* **ASSIGNMENT**
In the entries that follow, count each line containing "nowrap" and state the total, nothing more.
BEGIN ENTRIES SHOWN
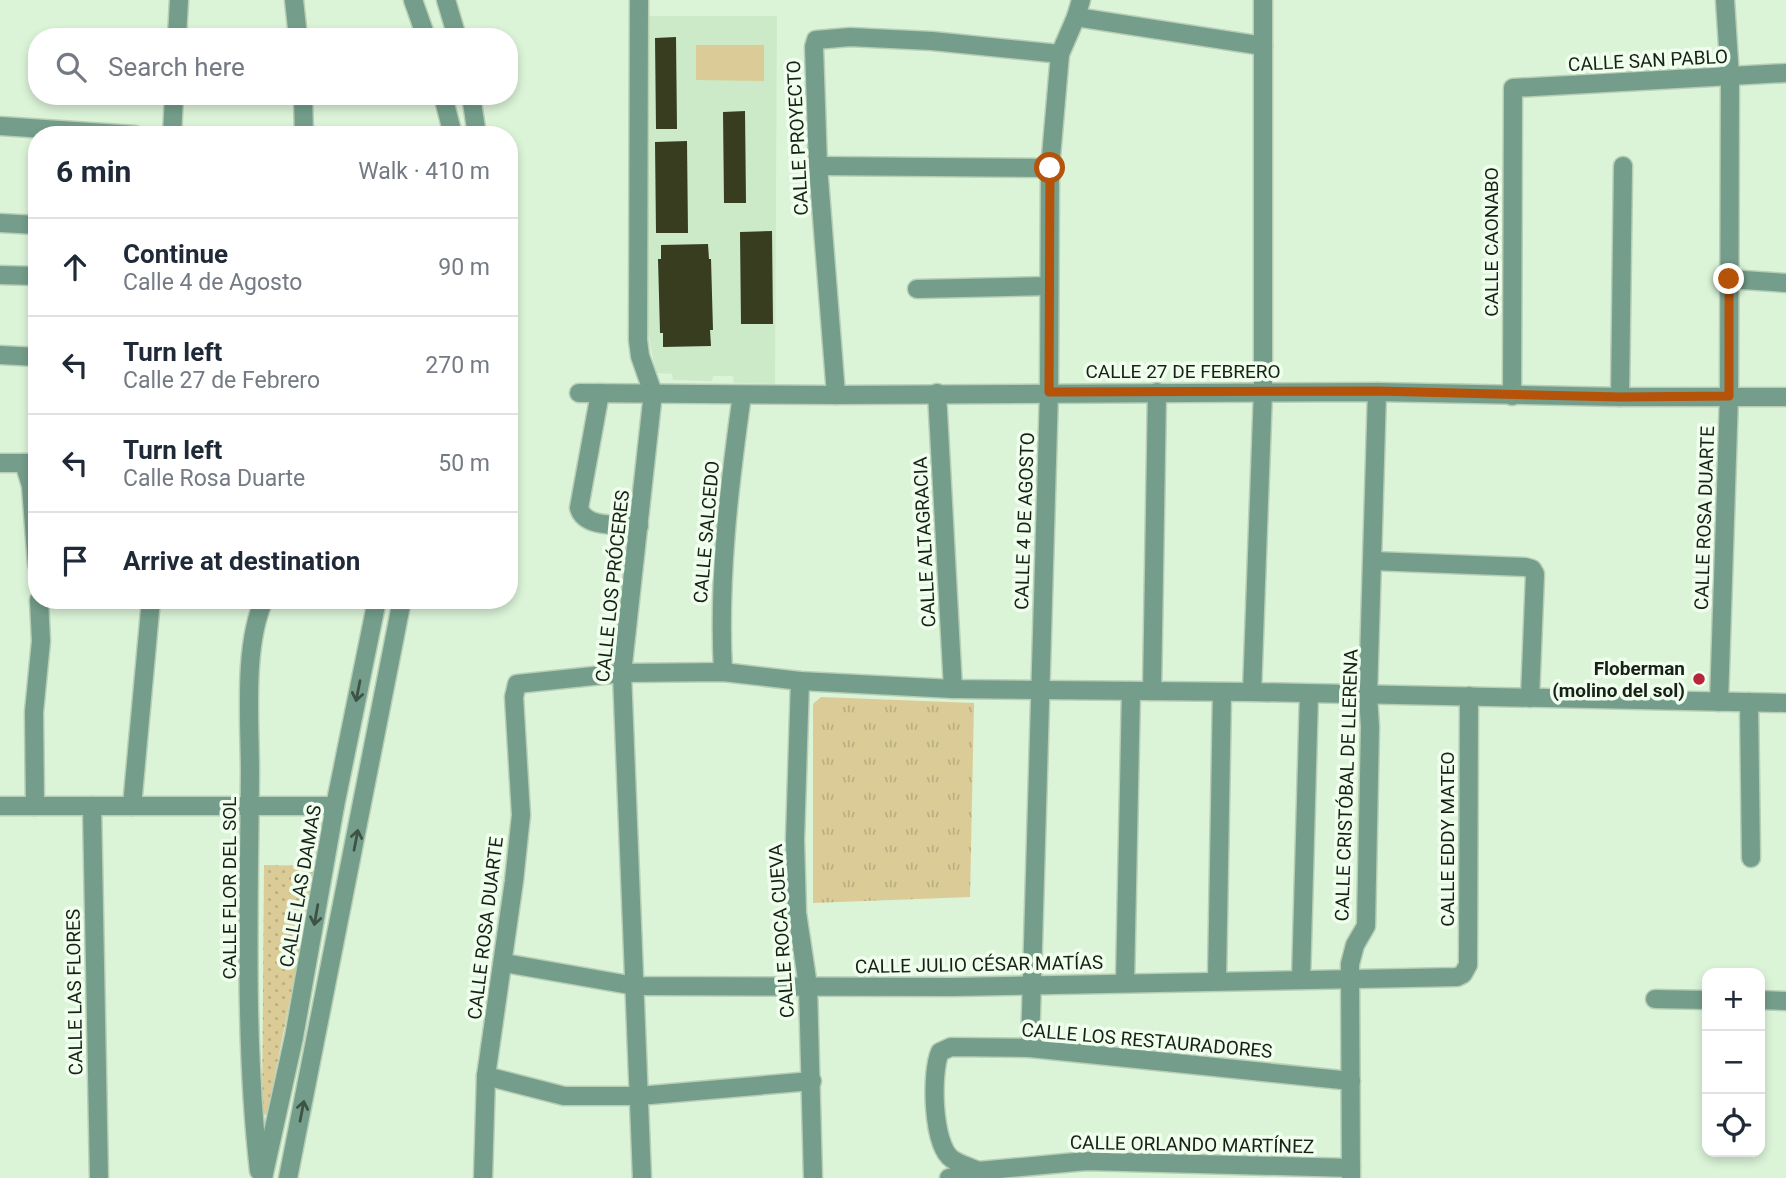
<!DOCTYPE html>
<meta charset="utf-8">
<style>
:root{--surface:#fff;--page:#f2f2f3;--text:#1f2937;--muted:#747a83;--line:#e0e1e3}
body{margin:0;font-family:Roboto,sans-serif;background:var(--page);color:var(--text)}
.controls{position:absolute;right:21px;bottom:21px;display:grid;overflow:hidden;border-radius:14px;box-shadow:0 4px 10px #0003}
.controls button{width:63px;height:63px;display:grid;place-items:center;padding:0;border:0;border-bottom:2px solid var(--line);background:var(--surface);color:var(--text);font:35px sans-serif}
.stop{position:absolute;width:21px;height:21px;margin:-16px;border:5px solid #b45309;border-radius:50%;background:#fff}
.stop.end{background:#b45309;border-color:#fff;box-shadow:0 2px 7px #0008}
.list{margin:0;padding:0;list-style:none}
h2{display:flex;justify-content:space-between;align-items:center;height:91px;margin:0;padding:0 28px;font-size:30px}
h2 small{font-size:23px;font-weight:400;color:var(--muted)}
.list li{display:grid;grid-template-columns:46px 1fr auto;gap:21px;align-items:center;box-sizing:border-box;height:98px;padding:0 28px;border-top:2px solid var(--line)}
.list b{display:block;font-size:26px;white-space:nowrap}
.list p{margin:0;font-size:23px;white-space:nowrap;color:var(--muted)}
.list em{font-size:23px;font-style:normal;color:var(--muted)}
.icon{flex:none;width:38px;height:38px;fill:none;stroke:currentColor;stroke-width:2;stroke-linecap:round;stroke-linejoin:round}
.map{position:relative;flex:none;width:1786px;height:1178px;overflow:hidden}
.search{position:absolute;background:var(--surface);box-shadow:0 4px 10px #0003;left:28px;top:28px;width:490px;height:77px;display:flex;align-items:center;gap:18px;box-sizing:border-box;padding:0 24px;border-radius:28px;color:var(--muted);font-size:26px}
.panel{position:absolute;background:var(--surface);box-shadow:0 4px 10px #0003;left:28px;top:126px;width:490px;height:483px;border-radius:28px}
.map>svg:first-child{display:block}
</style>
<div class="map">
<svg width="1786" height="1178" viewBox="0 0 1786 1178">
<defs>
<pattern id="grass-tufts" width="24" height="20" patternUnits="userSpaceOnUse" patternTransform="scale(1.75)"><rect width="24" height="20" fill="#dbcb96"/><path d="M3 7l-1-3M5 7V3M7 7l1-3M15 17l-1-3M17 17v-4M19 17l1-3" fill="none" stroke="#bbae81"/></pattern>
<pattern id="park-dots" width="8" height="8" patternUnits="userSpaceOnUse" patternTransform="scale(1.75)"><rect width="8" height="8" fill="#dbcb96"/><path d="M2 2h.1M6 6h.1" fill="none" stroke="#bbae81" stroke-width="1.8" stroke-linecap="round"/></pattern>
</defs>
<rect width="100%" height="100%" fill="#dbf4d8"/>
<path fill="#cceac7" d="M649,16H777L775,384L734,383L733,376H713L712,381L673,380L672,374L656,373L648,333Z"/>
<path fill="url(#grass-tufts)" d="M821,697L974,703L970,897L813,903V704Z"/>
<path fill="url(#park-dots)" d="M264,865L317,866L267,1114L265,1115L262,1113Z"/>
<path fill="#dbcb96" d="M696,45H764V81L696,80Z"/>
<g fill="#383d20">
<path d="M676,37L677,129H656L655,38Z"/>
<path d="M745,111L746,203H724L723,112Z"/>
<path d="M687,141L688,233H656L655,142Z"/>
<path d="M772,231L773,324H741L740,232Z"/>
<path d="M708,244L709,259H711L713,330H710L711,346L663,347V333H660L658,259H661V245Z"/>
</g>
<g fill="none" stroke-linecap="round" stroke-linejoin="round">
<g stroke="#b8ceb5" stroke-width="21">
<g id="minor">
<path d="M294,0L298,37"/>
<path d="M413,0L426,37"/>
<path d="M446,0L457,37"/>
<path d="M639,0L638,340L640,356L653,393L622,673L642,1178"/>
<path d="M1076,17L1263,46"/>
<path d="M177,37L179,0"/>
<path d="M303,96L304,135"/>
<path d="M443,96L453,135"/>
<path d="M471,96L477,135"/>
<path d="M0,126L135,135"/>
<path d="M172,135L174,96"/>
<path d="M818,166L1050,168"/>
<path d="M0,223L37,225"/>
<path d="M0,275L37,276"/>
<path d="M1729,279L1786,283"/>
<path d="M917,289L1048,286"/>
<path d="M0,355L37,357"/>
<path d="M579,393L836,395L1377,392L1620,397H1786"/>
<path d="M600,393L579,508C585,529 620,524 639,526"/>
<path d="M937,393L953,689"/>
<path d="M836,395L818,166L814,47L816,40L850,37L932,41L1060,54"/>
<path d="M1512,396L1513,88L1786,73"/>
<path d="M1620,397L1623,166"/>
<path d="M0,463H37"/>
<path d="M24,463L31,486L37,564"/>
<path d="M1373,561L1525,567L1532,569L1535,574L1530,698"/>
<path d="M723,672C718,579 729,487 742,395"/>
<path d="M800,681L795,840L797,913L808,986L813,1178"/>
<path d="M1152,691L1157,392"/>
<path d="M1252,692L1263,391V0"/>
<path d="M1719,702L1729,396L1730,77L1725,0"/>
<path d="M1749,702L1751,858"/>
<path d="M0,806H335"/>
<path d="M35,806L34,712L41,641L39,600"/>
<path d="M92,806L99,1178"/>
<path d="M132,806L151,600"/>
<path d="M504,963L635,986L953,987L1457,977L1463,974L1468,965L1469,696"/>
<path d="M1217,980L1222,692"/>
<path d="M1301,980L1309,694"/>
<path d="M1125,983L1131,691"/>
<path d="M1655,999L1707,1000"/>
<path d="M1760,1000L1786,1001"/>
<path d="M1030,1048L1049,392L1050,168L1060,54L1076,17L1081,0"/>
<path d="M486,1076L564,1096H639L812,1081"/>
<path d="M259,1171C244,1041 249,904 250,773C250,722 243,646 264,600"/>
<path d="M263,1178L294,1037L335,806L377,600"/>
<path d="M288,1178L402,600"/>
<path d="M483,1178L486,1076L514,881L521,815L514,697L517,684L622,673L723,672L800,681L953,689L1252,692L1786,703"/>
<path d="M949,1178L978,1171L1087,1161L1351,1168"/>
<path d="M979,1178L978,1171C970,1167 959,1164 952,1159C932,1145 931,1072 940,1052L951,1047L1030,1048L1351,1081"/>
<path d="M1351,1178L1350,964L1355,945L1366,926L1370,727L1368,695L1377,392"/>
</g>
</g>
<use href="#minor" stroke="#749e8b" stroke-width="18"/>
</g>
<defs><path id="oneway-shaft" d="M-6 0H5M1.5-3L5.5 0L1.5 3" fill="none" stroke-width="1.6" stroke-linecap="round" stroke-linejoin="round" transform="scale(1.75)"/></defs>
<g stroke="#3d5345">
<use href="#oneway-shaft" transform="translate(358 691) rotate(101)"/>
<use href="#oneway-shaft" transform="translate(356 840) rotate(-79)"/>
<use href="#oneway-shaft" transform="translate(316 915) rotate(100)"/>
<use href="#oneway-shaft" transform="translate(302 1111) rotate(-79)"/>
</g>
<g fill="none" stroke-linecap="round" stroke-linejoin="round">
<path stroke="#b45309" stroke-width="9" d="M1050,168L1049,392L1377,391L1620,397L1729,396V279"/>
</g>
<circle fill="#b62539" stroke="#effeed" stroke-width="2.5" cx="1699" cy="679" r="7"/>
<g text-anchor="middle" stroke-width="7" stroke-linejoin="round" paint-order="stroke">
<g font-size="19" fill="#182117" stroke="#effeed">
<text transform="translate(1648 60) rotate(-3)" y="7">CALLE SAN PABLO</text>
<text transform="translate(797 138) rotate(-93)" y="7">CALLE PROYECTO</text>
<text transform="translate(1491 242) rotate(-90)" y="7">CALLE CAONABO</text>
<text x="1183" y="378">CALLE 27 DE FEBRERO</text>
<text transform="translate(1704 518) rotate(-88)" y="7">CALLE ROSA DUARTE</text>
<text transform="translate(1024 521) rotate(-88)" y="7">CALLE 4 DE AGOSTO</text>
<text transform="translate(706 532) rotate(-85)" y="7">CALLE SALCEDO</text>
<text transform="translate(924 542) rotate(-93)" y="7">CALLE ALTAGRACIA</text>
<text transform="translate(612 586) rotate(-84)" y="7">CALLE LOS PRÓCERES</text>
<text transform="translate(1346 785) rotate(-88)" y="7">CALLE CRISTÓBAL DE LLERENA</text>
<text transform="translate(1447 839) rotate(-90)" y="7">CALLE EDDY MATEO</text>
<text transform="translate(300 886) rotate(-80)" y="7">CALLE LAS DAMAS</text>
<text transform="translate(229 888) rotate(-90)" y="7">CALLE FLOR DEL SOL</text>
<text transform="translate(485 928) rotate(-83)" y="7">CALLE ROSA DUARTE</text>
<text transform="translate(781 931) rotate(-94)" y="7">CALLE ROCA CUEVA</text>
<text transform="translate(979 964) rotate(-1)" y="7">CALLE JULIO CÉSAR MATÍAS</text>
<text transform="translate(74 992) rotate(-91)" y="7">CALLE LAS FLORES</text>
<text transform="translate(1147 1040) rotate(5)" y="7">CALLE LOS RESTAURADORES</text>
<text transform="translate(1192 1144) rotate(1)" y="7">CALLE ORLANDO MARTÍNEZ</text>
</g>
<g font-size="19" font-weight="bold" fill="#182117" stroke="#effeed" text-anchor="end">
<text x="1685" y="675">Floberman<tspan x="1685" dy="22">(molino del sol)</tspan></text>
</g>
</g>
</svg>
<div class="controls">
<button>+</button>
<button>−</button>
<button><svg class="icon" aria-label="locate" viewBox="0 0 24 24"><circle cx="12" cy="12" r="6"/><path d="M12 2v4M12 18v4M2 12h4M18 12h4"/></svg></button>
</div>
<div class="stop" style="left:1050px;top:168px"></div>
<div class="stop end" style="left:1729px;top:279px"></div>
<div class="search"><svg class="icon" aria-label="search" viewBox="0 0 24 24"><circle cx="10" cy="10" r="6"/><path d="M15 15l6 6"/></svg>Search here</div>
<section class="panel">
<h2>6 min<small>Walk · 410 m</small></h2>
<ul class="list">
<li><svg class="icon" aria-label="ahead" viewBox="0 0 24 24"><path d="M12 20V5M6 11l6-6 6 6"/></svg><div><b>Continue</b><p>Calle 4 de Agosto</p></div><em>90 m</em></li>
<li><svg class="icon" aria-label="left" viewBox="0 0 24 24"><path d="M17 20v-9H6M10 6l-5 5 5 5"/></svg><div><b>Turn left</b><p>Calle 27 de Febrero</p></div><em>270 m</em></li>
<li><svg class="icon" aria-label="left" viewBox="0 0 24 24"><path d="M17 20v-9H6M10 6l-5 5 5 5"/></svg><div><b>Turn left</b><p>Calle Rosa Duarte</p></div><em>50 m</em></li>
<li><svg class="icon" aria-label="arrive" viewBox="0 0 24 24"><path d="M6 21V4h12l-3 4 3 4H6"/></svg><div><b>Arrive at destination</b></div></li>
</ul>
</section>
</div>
END ENTRIES SHOWN
* **RESPONSE TO THE EXERCISE**
2